Llegado, con el séquito del rey, a casa del voivoda, que vive con su joven esposa Amelia, de la cual está profundamente celoso, y un hijo de anteriores nupcias, secretamente ena­morado de su madrastra, Mazeppa es acogido con mal disimulada desconfianza. In­mediatamente asedia a la bella, pero sólo logra arrebatarle un beso; la escena de la seducción nos hace ver hasta dónde lle­gan su presunción y su descaro. Pero a su alrededor hierven las pasiones: en duelo con el hijo del voivoda, que le cree aman­te de Amelia, y rival del rey, enamo­rado también de ésta, Mazeppa se entera de que su señor se dispone a raptarla y para advertirla se oculta en su alcoba sin que ella lo sepa. El voivoda, que le es­taba haciendo espiar, acude de pronto: la mujer, ignorando la verdad, jura que en la alcoba no hay nadie y el marido, burlón, hace emparedar vivo a Mazeppa, el cual se calla caballerescamente para no causar con su presencia a Amelia.

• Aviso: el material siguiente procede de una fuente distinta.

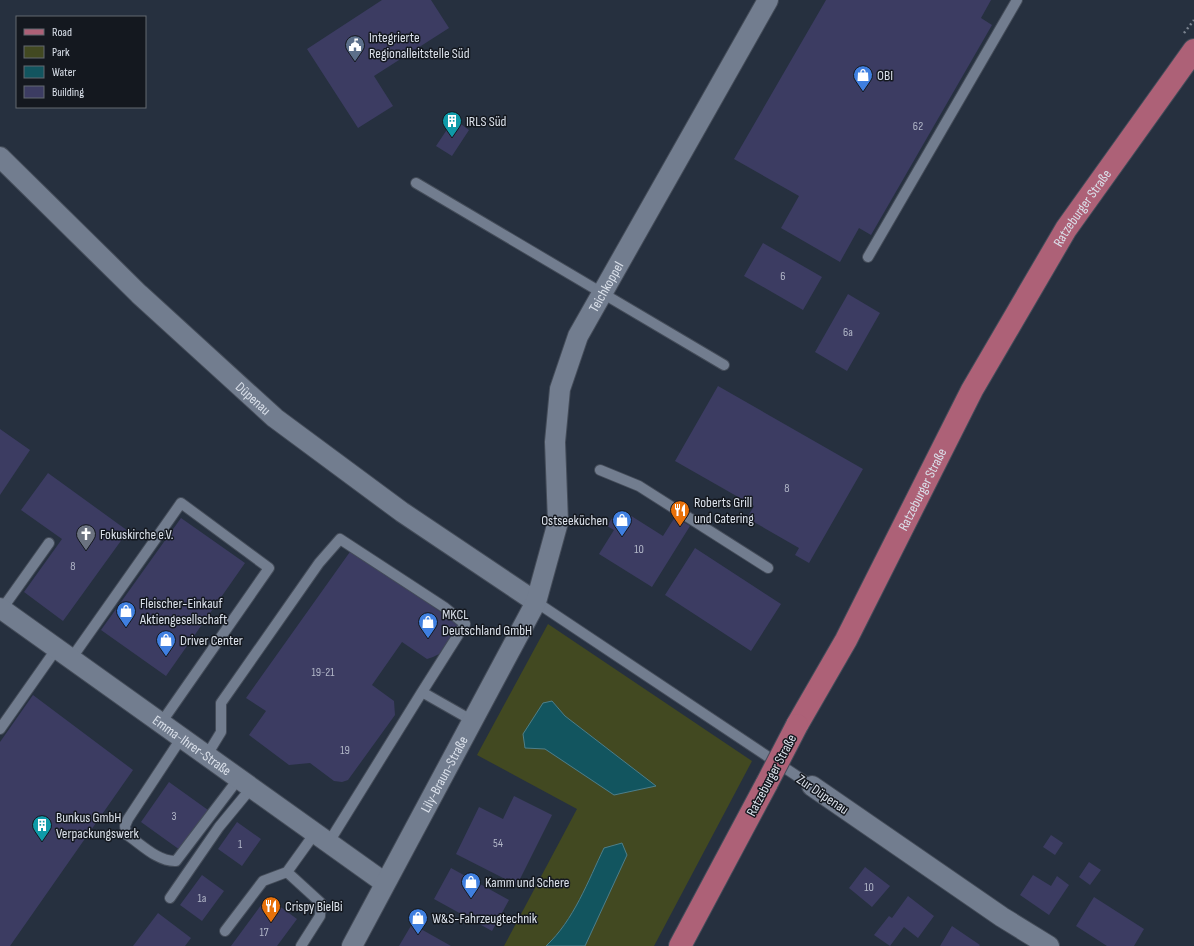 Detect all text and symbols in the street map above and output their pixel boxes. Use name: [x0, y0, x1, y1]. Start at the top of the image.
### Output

Los aconteci­mientos se precipitan: el hijo del voivoda se suicida y Amelia muere de dolor. El rey, advertido de la suerte de su paje, manda derribar el muro y condena al celoso voivoda a darse muerte. El voivoda perecerá, pues, antes de haber saboreado su venganza. No presenciamos la escena final, pero podemos oír los gritos e ima­ginárnosla a través de las palabras del voivoda: «Le prenden… le atan al caba­llo enfurecido… las cuerdas penetran en sus carnes desnudas… el caballo despe­dazará su cuerpo…». Pero Mazeppa vivi­rá. El drama de Slowacki termina al em­pezar la trágica cabalgata, a la que tan intenso relieve hubo de dar Victor Hugo en una de sus Orientales (v.). Por la es­tepa ucraniana el caballo desbocado lleva a su jinete: le siguen estremecidas ma­nadas de yeguas y luego los lobos y lue­go una bandada de cuervos que desciende a ras de suelo.

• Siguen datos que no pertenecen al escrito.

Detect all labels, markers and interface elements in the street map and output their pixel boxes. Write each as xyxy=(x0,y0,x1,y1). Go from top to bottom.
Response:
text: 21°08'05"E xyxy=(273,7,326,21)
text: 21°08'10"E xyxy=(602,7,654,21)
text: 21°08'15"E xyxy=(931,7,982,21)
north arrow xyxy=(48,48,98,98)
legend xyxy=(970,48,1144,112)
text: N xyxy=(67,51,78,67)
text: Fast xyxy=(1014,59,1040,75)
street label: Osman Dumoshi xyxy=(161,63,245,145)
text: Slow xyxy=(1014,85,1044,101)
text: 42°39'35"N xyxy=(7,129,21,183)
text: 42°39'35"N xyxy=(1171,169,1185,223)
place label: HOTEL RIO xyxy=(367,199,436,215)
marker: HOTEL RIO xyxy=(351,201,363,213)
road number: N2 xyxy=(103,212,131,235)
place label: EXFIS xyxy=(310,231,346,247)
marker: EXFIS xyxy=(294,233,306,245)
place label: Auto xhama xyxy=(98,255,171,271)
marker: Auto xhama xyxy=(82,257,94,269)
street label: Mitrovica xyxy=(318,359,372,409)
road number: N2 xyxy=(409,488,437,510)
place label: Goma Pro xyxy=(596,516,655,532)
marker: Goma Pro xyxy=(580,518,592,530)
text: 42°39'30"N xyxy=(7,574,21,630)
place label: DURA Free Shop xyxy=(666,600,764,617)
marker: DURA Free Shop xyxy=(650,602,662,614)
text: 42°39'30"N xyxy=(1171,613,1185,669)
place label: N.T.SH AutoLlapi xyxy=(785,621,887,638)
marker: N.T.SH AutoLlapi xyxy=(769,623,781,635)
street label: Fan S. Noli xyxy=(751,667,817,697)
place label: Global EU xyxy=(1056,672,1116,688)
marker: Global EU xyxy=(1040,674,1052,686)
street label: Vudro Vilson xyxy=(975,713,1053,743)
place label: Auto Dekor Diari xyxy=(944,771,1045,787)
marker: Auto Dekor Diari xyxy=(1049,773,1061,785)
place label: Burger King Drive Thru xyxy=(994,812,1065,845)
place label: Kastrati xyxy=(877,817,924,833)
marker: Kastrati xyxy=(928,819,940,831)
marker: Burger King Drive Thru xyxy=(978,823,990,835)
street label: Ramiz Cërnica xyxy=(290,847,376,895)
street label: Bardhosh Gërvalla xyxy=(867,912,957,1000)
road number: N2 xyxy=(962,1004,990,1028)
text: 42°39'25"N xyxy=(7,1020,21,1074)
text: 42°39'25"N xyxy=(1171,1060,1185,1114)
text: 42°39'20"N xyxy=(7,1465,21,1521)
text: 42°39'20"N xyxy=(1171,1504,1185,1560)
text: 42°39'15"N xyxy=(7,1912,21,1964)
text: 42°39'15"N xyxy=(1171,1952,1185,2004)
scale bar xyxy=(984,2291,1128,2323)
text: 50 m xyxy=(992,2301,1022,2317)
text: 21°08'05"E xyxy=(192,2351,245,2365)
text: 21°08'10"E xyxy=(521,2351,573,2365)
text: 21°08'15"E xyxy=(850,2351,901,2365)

Durante tres días y tres noches Mazeppa, inmóvil en la grupa, gri­ta y llora; finalmente, jinete y caballo caen al suelo. Acuden entonces los cam­pesinos cosacos y desatan a Mazeppa y le curan. Pero Mazeppa ya no volverá a Po­lonia: la superioridad que le dan su ingenio y su fuerza le hace jefe de cosacos; las intrigas en que es maestro le hacen su­perar a los demás jefes, de tal modo que Pedro el Grande le nombra atamán y le pone a la cabeza de todos. Entonces concibe el atrevido plan de constituir una Ucrania libre, de cosacos independientes de Rusia; se rebela contra el zar y se alía con Carlos XII de Suecia, enemigo de aquél. Vencido en Poltava, con el sueco, quiere refugiarse en Turquía, donde morirá. La historia es narrada por Voltaire (V. Histo­ria de Carlos XII), y de ella tomó pie Byron para su poema sobre Mazeppa.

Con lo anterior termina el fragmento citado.